What you have to do = Return the records from the first line through the line containing "2px #5d4f40) drop-shadow(0", and leave out the pictures.

Records =
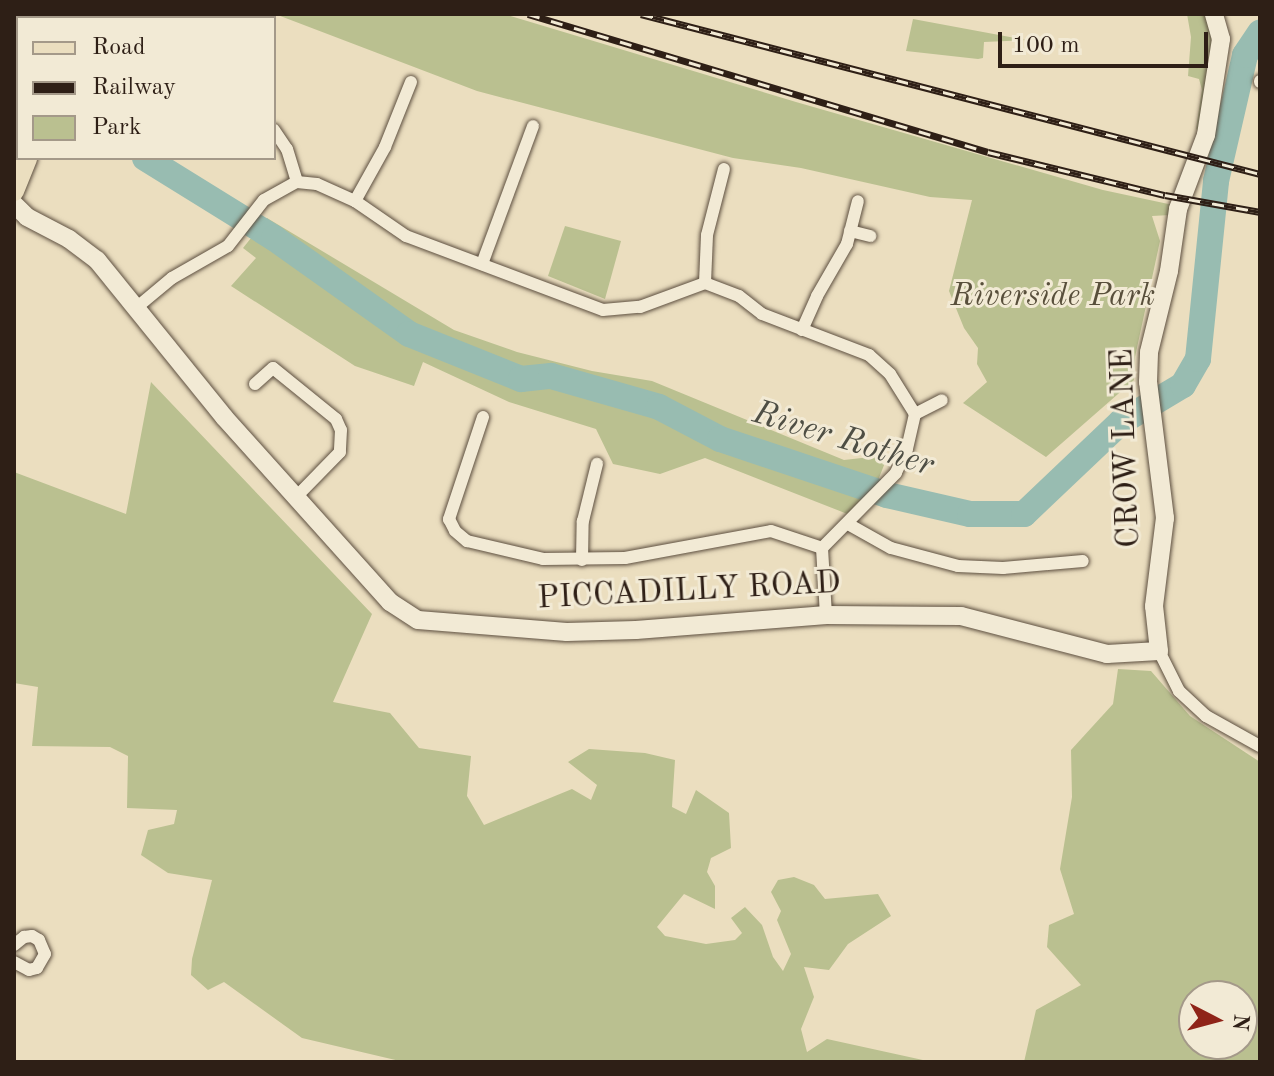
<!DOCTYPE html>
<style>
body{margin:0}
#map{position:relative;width:1274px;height:1076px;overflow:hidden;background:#ebdebf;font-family:"Old Standard TT",serif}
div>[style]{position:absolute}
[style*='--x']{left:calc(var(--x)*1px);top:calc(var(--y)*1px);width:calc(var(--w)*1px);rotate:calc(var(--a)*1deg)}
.green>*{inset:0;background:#bac090}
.river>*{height:26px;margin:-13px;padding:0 13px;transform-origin:13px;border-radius:13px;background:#98bcb1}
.roads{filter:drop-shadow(0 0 2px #5d4f40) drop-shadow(0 0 2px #5d4f40)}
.street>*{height:12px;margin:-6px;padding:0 6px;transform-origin:6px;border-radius:6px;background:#f2ead5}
.secondary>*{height:18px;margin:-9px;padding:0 9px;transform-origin:9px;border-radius:9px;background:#f2ead5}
.primary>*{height:20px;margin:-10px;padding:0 10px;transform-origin:10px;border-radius:10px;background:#ebdebf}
.rail>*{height:7px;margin-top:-3.5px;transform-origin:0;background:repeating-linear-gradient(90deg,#f2ead5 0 12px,#2e1f16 0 24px);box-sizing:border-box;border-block:2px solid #2e1f16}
span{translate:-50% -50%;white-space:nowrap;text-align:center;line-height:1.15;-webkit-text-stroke:6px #f2ead5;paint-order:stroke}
.park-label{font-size:32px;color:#584f3b;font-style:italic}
.street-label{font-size:32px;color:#2e1f16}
.water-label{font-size:34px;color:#4e4e44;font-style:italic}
.frame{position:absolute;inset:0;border:16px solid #2e1f16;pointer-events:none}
.legend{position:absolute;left:16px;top:16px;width:260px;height:144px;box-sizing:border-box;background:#f2ead5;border:2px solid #a49989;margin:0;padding:10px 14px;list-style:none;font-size:24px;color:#2e1f16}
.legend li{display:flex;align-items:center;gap:16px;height:40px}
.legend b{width:40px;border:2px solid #a49989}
.north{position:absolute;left:1178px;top:980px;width:80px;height:80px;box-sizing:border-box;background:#f2ead5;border:2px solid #a49989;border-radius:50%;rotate:96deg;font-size:22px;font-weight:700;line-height:32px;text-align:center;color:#2e1f16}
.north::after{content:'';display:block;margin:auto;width:28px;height:36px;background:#8f2418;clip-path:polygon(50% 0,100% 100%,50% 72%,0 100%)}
.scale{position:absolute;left:998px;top:32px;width:210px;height:36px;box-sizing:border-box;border:4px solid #2e1f16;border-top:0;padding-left:10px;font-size:24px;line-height:28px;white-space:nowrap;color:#2e1f16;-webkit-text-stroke:6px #f2ead5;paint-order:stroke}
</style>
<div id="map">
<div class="green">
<div style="clip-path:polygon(275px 14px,504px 14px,796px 102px,1103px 190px,1173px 205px,1170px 215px,1152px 216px,1160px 241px,1135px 357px,1134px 380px,1046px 457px,963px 403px,987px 382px,977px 364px,978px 348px,964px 328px,949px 291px,972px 200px,930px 197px,801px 168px,733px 158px,477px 91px)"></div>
<div style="clip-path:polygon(1187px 14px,1208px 14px,1211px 26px,1212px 50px,1199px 131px,1196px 129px,1202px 90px,1199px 79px,1188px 76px,1191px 37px)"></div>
<div style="clip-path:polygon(913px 19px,1026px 40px,984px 42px,983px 58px,978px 59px,906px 51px)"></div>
<div style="clip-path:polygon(267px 218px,454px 330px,517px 352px,592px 371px,652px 381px,844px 460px,888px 455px,877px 483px,850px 515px,705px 458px,660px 474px,613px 464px,596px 429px,509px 402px,423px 362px,414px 386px,355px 366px,231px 286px,256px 258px,243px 248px)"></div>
<div style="clip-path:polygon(565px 226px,621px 241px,605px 299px,548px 276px)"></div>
<div style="clip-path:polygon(151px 382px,372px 614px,333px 702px,390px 713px,419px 748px,471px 756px,467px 796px,484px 825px,572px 789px,591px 800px,597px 785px,568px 762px,589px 749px,645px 753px,675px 760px,672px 807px,686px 814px,696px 790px,729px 813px,731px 848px,711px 858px,707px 872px,715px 886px,715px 909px,684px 894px,657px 927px,665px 936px,706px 944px,735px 940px,742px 933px,731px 918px,745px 907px,762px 925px,773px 957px,783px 971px,791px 954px,777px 920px,781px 911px,771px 892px,778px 880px,794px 877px,814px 885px,825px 899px,878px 894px,891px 916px,848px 944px,829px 970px,804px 967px,814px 997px,801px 1029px,807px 1052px,827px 1039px,932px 1062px,404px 1062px,302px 1038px,224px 982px,208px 990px,191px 975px,192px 959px,212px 880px,168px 873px,141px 855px,148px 830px,174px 824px,177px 810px,127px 808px,128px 756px,110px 747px,32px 746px,38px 687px,14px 683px,14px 472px,126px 514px)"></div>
<div style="clip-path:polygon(evenodd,1118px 669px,1151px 671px,1190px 716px,1260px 762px,1260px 1062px,1024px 1062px,1036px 1010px,1081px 985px,1047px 947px,1049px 925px,1074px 914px,1060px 869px,1072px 797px,1071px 750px,1113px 704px,1118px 669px,1194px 996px,1242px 996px,1242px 1044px,1194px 1044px,1194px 996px)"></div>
</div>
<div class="river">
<div style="--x:14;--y:104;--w:4;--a:0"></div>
<div style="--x:145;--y:158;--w:152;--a:31.8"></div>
<div style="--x:274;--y:238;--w:166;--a:35.4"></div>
<div style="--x:409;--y:334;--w:121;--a:21.9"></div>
<div style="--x:521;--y:379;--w:30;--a:-6"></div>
<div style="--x:551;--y:376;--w:112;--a:16"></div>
<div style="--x:659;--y:407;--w:69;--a:27.7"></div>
<div style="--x:720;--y:439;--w:176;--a:18.5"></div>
<div style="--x:887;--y:495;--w:85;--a:12.9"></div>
<div style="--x:970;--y:514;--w:54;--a:0"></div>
<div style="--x:1024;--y:514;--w:134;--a:-43.5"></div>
<div style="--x:1121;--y:422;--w:72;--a:-30.8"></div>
<div style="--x:1183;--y:385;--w:30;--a:-60"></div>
<div style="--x:1198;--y:359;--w:179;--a:-84.2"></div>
<div style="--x:1216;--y:181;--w:129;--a:-77"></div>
<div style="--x:1245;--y:55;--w:27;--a:-56"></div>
</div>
<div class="roads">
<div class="street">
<div style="--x:57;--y:14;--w:17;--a:13"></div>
<div style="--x:1260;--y:82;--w:1;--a:-90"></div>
<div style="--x:274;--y:130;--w:23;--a:56"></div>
<div style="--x:287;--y:149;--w:34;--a:73"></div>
<div style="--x:355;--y:201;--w:62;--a:-60.9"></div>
<div style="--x:385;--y:147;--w:70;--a:-68.2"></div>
<div style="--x:850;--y:231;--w:21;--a:14"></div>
<div style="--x:482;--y:264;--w:147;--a:-69.7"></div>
<div style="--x:705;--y:283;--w:48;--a:-87.6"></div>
<div style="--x:707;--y:235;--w:68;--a:-75.6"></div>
<div style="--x:136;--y:308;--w:47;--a:-39.8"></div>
<div style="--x:172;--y:278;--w:64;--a:-29.7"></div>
<div style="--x:228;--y:246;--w:58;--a:-52"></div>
<div style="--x:264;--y:200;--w:38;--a:-29"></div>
<div style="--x:297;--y:182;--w:20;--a:6"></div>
<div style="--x:317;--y:184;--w:42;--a:24.1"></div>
<div style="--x:355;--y:201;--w:62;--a:34.5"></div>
<div style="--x:406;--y:236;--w:210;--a:20.6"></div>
<div style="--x:603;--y:310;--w:37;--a:-5"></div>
<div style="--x:640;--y:307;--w:69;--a:-20.3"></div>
<div style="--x:705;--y:283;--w:36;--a:21"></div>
<div style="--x:739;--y:296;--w:29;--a:38"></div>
<div style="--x:762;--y:314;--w:115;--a:21"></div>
<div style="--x:869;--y:355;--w:28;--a:42"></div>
<div style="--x:890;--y:374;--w:47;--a:58"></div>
<div style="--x:915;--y:414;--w:36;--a:103"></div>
<div style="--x:907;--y:449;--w:26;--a:115"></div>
<div style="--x:896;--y:473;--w:105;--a:134.6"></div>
<div style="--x:822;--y:548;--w:67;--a:86.6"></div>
<div style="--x:802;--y:330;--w:37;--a:-66"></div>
<div style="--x:817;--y:296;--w:60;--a:-60"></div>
<div style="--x:847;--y:244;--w:44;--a:-75.7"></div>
<div style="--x:255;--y:384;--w:24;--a:-42"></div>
<div style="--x:273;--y:368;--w:81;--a:39"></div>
<div style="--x:336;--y:419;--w:12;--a:66"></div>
<div style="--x:341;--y:430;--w:22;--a:93"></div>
<div style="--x:340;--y:452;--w:62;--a:134.3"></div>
<div style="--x:915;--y:414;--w:30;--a:-27"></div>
<div style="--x:483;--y:417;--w:108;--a:108.4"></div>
<div style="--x:449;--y:519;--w:13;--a:63"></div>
<div style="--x:455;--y:531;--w:16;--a:40"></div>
<div style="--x:467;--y:541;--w:78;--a:13.3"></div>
<div style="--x:543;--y:559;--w:82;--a:-0.7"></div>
<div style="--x:625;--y:558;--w:148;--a:-10.5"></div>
<div style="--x:771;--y:531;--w:54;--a:18.4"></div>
<div style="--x:848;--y:524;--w:49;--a:29.2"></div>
<div style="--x:891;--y:548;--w:69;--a:15"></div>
<div style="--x:958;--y:566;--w:45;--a:2.5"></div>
<div style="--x:1003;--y:568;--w:80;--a:-5"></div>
<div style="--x:582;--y:560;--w:39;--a:-89"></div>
<div style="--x:583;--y:521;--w:59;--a:-76.2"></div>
<div style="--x:1159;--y:651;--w:45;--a:63.4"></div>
<div style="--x:1179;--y:691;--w:37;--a:43"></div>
<div style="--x:1206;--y:716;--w:62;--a:29.1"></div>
<div style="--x:14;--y:945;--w:13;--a:-39"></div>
<div style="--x:24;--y:937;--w:8;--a:-7"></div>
<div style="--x:32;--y:936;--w:8;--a:30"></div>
<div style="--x:39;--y:940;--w:15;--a:67"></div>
<div style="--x:45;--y:954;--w:16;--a:120"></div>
<div style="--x:37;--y:968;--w:8;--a:166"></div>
<div style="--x:29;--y:970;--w:17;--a:-152"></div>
</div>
<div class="secondary">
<div style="--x:14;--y:204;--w:18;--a:45"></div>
<div style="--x:27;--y:217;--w:47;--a:27.6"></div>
<div style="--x:69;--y:239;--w:35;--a:37"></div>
<div style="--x:97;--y:260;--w:202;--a:51"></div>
<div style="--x:224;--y:417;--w:249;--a:48.1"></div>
<div style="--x:390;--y:602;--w:33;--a:33"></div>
<div style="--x:418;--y:620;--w:149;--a:4.6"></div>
<div style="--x:567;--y:632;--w:69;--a:-1.7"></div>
<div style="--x:636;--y:630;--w:191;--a:-4.5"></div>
<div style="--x:826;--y:615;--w:135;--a:0.4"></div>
<div style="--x:961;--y:616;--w:151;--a:14.6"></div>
<div style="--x:1107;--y:654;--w:52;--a:-3.3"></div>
<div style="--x:1159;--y:651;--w:45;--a:-96.3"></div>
<div style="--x:1154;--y:606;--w:89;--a:-82.9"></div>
<div style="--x:1165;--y:518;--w:137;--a:-97.1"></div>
<div style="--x:1148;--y:382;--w:30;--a:-88"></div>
<div style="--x:1149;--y:352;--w:83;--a:-76.1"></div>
<div style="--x:1169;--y:271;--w:63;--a:-81.7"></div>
<div style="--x:1178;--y:209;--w:79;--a:-69.3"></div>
<div style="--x:1206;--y:135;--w:97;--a:-81.1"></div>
<div style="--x:1221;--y:39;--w:26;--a:-106"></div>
</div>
<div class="primary">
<div style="--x:85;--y:18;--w:4;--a:-63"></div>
<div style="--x:14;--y:191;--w:35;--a:-68"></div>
</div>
</div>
<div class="rail">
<div style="--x:528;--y:14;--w:480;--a:16.7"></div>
<div style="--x:988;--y:152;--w:182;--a:13.7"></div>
<div style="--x:1165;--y:195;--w:97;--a:10.1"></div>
<div style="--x:641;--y:14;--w:639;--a:14.49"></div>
</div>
<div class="park-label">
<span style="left:1053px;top:297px">Riverside Park</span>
</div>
<div class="street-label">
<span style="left:1127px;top:448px;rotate:-92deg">CROW LANE</span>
<span style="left:689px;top:592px;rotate:-3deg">PICCADILLY ROAD</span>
</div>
<div class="water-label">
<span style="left:843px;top:440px;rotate:17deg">River Rother</span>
</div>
<div class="frame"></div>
<ul class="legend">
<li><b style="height:10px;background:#ebdebf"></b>Road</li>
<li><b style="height:10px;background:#2e1f16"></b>Railway</li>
<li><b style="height:22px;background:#bac090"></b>Park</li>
</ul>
<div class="north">N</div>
<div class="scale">100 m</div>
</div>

Result of this task =
<!DOCTYPE html>
<style>
body{margin:0}
#map{position:relative;width:1274px;height:1076px;overflow:hidden;background:#ebdebf;font-family:"Old Standard TT",serif}
div>[style]{position:absolute}
[style*='--x']{left:calc(var(--x)*1px);top:calc(var(--y)*1px);width:calc(var(--w)*1px);rotate:calc(var(--a)*1deg)}
.green>*{inset:0;background:#bac090}
.river>*{height:26px;margin:-13px;padding:0 13px;transform-origin:13px;border-radius:13px;background:#98bcb1}
.roads{filter:drop-shadow(0 0 2px #5d4f40) drop-shadow(0 0 2px #5d4f40)}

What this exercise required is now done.